Notre-Dame de Paris - o reine de douleur
« Notre-Dame est une cathédrale du Christ mais chevet au Levant et tours au couchant elle est également un temple solaire. Chaque jour, Paris changeait. Le ciel imprimait d imperceptibles nuances sur la ville. Paris prend mieux la lumière d'orage que la clarté d'azur. Tout ciel tragique grandit une ville. La capitale repose «sous le commandement des tours de Notre-Dame » comme l'écrivait Péguy. »
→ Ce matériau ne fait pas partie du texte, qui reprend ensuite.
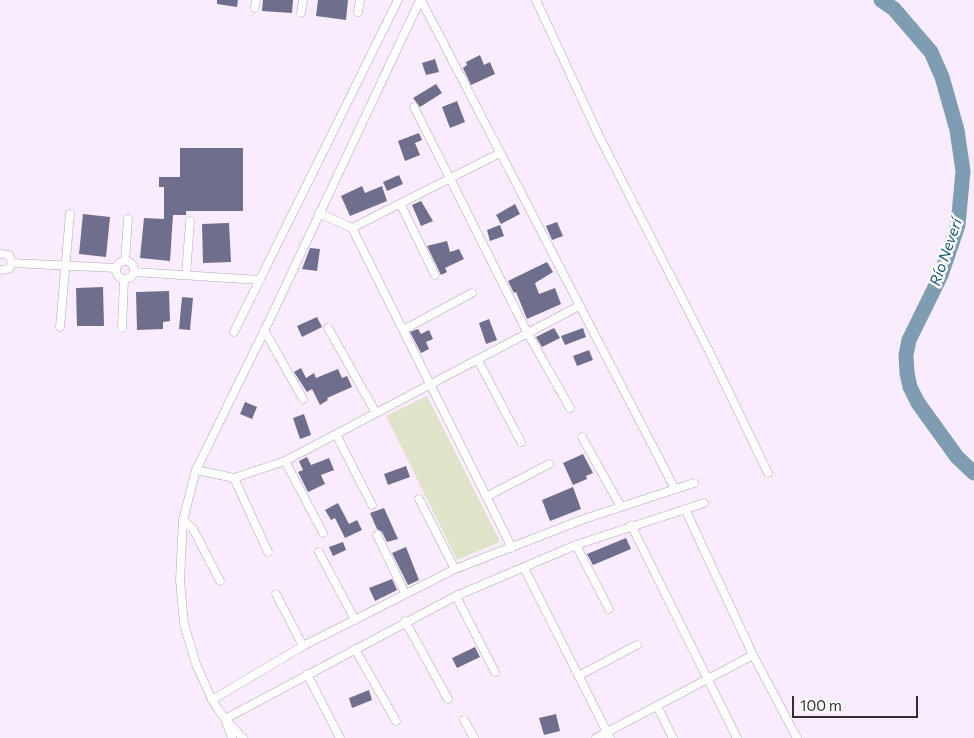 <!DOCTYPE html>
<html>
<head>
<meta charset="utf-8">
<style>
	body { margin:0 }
	#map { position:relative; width:974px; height:738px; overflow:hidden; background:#faecff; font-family:Commissioner,sans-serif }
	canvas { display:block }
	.scale { position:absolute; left:792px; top:696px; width:126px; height:22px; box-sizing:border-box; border:2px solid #332e35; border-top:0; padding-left:6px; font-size:15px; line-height:18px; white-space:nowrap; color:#332e35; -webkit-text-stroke:4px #fff; paint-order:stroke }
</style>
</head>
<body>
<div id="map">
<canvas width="974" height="738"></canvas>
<div class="scale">100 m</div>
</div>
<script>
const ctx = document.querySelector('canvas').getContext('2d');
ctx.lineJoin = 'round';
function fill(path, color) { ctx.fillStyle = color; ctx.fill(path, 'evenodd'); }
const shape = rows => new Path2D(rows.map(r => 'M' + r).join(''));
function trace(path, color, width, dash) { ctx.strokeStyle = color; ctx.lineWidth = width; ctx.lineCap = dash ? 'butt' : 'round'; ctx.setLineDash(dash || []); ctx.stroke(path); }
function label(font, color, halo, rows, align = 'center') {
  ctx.font = font + ' Commissioner,sans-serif'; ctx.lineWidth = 5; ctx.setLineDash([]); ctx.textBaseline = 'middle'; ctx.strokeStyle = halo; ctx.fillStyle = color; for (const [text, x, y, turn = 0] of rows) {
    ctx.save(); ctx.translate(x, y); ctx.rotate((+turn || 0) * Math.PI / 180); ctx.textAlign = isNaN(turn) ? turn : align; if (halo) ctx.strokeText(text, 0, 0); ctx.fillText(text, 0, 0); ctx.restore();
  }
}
fill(shape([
	[427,396,500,542,457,560,386,416]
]), '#dfe4c8');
trace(shape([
	[881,0,894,9,931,52,942,77,957,130,963,171,958,225,941,275,909,340,906,355,907,373,910,387,918,403,957,457,974,473]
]), '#7e9db2', 15);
fill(shape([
	[217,0,238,0,237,7,217,4],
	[263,0,293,0,292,13,262,11],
	[318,0,348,0,346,20,316,16],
	[480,55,484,65,490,62,495,74,471,85,463,68,467,65,466,62],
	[435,59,439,72,426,75,422,63],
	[436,84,442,93,420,107,413,98],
	[457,101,465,122,450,128,442,107],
	[419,133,422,140,415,143,420,155,405,161,398,141],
	[180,148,243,148,243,211,186,211,186,215,173,215,170,261,140,258,144,218,164,219,164,187,159,187,159,177,180,177],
	[399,175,403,184,387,191,383,182],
	[362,186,365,193,382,186,387,201,350,216,341,196],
	[421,201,433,221,421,226,412,205],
	[515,204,520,214,501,224,496,215],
	[83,214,110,217,106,257,79,254],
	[557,222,563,236,552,240,546,226],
	[229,223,231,262,203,263,202,224],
	[500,225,504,236,490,241,487,230],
	[447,241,450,252,459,249,464,259,445,268,447,272,441,275,427,246],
	[310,248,320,249,317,271,302,269],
	[547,262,553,272,535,283,539,294,555,288,561,304,527,319,516,292,514,293,508,281],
	[103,287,104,326,77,326,76,288],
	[169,291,170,321,163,322,163,329,137,330,136,292],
	[182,297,193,298,190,330,179,329],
	[317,317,322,327,302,337,297,326],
	[489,319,497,340,486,344,479,323],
	[554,328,560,338,542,347,536,337],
	[583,328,586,337,565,345,561,336],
	[418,329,421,334,429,330,433,339,426,342,429,349,421,353,410,332],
	[589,350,593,360,577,366,573,356],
	[301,368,306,378,314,373,316,378,338,369,342,378,347,376,352,387,327,398,328,400,320,405,312,389,307,392,294,372],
	[245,402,257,407,252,419,240,414],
	[304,414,311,435,300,439,293,418],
	[583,454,593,473,586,476,587,479,573,485,563,463],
	[307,457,311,465,329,458,334,470,321,475,325,484,308,492,298,472,303,470,299,461],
	[406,466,410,477,388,485,384,474],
	[573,487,581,509,550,521,542,500],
	[338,503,349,524,357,520,362,530,345,538,335,518,331,520,325,510],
	[384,508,398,539,387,542,382,532,377,529,370,513],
	[626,538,631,549,593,565,587,554],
	[343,542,346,550,333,556,329,547],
	[406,547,419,580,408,585,392,553],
	[392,579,397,590,375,601,369,588],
	[475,647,480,657,457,668,452,658],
	[369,690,372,700,352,708,349,698],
	[556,714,560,731,544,735,539,718]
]), '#706e8d');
const minor = shape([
	[421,0,675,489],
	[536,0,598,134,708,349,768,473],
	[255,8,256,0],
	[358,12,360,0],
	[301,13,303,0],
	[414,107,527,332,570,408],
	[401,205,435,275],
	[319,213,352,228,512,548],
	[352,228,500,153],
	[0,254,9,255,12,263,9,269,0,270],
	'116 270a9 9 0 1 1 18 0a9 9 0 1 1-18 0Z',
	[125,261,128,219],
	[12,263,116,268],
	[134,272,260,280],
	[186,275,190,221],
	[60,327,70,214],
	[122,328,124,279],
	[328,328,376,413],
	[264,330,303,399],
	[403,330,472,293],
	[234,332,398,0],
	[478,360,521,442],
	[336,434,372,505],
	[582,437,621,507],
	[285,461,323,533],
	[196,470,234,478,285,461,579,306],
	[234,478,268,552],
	[486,497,549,464],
	[419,499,455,569],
	[685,509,753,655,797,738],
	[183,520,193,529,220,581],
	[631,525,737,738],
	[377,535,405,593],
	[576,545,609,609],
	[319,552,355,620],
	[524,568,610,738],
	[276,594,303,646],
	[456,596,495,672],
	[405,621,448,699],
	[355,649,396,721],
	[307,674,340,738],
	[578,676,637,645],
	[212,700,303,646,455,569,584,519,694,483],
	[657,706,673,738],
	[464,720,474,738],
	[232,738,225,719,456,596,576,545,704,503],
	[243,738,225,719,212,700,196,664,184,624,180,580,183,520,196,470,271,317,420,0],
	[596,738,753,655]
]);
trace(minor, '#b3a6b7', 9);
trace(minor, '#fff', 8);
label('italic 15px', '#1f5675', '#fff', [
	["Río Neverí",946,252,-71]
]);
</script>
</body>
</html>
Sylvain Tesson entretient une relation forte et intime avec Notre-Dame, cette « île de pierre à explorer ». Il l'a maintes fois escaladée en voisin, y emportant des vers de Péguy. Pour lui, quiconque passera une nuit dans les coursives de ce vaisseau gothique sera métamorphosé. Il a cherché dans la nuit les traces de ses prédécesseurs, l'histoire gravée dans les murs. Plus tard, en convalescence d'un terrible accident, il s'est astreint chaque jour à gravir les escaliers en colimaçon de l'édifice.
« Cinq mois auparavant, j'étais tombé sur mon ombre, mon corps était déchu. Je le montais vers le ciel pour le fortifier. »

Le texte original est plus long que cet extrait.